**WHAT IS BEING ASKED**
Copy out every line in the entries below that includes "lists".

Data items
----

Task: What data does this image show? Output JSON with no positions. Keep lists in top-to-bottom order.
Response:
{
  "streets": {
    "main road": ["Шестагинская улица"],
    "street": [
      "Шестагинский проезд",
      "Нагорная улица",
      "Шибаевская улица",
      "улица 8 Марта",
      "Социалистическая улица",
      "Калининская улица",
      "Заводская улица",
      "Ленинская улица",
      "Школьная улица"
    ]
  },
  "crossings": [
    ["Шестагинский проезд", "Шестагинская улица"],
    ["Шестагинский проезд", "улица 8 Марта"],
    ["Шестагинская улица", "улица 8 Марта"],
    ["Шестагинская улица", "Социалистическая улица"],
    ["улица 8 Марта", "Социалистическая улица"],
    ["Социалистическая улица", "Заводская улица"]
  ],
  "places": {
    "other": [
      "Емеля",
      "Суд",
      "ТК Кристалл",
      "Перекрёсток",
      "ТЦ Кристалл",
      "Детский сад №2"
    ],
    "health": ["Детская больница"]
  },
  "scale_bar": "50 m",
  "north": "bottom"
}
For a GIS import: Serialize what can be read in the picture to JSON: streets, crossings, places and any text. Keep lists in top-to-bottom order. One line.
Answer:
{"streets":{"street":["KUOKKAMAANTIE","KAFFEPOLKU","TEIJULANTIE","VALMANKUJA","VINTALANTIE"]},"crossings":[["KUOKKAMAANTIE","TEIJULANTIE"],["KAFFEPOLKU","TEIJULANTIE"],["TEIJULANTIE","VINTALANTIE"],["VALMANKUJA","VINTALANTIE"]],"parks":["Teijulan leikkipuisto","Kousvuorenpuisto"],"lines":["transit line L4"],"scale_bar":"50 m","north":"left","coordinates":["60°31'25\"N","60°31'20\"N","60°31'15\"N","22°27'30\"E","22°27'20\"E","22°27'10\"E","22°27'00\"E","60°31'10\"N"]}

----

**ANSWER**
Task: What data does this image show? Output JSON with no positions. Keep lists in top-to-bottom order.
For a GIS import: Serialize what can be read in the picture to JSON: streets, crossings, places and any text. Keep lists in top-to-bottom order. One line.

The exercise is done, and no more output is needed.